== Problem requirements ==
I'd like an exact copy of every line from the start of the entries below through the line containing "inset:0; background:#44c4d7; transform-origin:0", please.

START Source data

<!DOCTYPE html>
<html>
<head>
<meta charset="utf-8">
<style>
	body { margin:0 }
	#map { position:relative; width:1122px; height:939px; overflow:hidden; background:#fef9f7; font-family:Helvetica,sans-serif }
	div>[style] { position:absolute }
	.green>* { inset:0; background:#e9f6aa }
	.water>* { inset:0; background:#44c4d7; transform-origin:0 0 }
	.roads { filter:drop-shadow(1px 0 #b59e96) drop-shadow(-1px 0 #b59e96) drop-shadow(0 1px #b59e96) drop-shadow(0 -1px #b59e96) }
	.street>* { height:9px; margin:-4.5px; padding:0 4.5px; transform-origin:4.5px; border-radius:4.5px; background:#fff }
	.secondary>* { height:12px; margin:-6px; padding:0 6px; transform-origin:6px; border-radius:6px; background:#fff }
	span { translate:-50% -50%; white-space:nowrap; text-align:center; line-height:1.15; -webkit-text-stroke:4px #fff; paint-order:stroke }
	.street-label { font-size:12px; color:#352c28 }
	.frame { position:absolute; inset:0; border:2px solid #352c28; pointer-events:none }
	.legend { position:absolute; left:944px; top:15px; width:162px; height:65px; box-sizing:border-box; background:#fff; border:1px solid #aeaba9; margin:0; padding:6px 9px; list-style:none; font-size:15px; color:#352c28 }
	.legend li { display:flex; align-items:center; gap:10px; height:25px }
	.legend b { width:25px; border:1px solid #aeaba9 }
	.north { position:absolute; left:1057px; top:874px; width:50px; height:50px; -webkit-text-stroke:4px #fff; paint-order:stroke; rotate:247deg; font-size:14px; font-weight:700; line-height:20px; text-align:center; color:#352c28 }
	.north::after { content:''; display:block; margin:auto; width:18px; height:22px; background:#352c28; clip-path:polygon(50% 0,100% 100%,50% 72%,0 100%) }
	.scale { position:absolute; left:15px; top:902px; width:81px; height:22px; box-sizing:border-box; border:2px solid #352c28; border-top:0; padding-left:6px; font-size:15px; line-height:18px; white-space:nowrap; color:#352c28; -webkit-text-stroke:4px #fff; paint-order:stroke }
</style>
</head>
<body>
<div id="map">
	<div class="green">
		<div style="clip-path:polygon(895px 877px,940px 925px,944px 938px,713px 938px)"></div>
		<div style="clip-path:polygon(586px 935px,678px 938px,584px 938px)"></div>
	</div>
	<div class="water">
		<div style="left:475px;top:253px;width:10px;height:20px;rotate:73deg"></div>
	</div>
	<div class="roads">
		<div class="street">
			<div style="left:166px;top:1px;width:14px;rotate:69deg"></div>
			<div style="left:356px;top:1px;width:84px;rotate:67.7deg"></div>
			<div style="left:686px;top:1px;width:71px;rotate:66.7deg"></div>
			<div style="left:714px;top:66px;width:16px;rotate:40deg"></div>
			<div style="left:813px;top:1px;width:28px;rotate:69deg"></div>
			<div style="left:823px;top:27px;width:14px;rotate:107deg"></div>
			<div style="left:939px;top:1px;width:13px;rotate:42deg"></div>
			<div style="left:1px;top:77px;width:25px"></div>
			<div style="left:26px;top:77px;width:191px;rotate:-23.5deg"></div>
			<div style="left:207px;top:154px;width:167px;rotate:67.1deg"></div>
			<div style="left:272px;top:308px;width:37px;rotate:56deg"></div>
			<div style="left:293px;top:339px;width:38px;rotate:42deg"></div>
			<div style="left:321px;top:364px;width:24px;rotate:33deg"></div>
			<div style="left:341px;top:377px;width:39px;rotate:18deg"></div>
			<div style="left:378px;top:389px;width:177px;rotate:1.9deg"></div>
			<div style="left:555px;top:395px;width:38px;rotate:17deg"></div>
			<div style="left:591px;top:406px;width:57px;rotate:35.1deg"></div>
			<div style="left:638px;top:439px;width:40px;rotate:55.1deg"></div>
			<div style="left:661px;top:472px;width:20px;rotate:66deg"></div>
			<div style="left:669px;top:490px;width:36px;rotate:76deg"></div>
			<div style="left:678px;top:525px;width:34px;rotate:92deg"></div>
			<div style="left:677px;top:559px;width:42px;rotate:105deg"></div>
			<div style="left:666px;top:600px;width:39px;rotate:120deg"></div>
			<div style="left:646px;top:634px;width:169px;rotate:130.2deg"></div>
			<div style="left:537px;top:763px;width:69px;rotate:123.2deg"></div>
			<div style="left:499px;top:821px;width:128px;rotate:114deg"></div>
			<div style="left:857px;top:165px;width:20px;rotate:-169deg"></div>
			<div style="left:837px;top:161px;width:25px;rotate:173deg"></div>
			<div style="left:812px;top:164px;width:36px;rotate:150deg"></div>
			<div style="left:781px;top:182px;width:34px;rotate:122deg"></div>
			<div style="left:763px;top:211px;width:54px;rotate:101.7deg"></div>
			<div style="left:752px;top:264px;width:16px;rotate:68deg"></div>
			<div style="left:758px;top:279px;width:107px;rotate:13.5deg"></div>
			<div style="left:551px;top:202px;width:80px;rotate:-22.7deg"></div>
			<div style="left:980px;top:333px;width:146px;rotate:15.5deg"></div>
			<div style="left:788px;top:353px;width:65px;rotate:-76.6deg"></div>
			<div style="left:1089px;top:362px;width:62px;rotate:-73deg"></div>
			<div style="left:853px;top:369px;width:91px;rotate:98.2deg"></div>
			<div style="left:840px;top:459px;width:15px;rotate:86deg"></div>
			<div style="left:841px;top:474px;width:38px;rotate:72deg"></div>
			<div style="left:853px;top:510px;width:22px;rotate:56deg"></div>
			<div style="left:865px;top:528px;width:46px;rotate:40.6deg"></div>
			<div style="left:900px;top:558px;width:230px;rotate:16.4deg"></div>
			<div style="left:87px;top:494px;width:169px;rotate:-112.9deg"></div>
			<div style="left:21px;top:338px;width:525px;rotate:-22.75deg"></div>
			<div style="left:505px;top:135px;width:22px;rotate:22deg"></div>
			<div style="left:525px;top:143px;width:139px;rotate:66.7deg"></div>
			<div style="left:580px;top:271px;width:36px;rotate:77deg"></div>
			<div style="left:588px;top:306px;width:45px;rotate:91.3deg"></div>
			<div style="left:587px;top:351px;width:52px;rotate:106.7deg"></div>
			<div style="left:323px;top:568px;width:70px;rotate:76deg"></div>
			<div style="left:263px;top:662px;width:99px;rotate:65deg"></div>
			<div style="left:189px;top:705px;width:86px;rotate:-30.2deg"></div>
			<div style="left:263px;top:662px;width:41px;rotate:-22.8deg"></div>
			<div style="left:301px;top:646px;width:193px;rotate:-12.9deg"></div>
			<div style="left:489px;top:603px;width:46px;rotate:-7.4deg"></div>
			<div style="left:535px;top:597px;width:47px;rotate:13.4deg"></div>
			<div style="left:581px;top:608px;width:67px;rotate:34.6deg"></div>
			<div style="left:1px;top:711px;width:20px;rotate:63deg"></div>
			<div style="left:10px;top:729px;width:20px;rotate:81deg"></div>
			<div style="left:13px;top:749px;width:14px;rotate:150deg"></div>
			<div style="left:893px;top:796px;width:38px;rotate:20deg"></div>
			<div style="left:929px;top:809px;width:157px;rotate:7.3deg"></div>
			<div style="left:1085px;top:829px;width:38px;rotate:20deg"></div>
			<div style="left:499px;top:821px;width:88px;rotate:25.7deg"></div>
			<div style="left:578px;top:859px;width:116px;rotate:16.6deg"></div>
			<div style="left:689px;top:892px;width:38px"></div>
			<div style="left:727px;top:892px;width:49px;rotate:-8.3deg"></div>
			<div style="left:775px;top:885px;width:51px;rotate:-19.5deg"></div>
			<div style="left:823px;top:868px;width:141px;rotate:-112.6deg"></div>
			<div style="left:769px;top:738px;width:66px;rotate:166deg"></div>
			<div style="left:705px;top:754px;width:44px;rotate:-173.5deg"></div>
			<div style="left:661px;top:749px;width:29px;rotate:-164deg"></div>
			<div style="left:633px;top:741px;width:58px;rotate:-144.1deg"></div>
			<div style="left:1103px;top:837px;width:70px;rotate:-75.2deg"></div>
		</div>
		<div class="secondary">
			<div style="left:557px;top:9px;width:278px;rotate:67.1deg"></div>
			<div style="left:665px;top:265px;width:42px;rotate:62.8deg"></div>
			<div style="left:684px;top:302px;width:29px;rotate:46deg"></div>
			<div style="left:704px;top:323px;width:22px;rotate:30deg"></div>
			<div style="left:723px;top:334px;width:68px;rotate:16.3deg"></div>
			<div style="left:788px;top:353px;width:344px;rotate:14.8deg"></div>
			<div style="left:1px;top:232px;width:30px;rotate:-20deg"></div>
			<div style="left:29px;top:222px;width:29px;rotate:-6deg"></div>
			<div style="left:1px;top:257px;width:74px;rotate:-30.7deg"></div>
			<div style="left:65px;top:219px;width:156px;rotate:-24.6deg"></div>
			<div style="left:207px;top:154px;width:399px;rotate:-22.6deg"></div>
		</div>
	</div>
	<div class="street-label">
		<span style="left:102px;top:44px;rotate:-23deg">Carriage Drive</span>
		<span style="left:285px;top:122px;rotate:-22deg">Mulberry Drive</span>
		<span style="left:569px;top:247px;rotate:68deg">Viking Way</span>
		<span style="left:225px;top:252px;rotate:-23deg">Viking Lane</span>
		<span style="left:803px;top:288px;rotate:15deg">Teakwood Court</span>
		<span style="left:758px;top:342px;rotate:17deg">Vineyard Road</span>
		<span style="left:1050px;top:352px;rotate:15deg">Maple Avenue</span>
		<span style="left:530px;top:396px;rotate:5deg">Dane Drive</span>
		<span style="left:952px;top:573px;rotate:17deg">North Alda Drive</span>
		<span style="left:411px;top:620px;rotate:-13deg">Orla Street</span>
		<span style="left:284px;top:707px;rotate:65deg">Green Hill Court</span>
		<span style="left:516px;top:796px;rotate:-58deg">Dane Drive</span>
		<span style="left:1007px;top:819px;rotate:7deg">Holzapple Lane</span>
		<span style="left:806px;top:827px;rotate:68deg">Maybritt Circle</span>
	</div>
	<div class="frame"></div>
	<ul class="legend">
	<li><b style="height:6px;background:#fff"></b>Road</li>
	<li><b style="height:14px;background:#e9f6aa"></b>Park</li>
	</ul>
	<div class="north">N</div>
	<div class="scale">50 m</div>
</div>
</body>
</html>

END Source data

== Output for this task ==
<!DOCTYPE html>
<html>
<head>
<meta charset="utf-8">
<style>
	body { margin:0 }
	#map { position:relative; width:1122px; height:939px; overflow:hidden; background:#fef9f7; font-family:Helvetica,sans-serif }
	div>[style] { position:absolute }
	.green>* { inset:0; background:#e9f6aa }
	.water>* { inset:0; background:#44c4d7; transform-origin:0 0 }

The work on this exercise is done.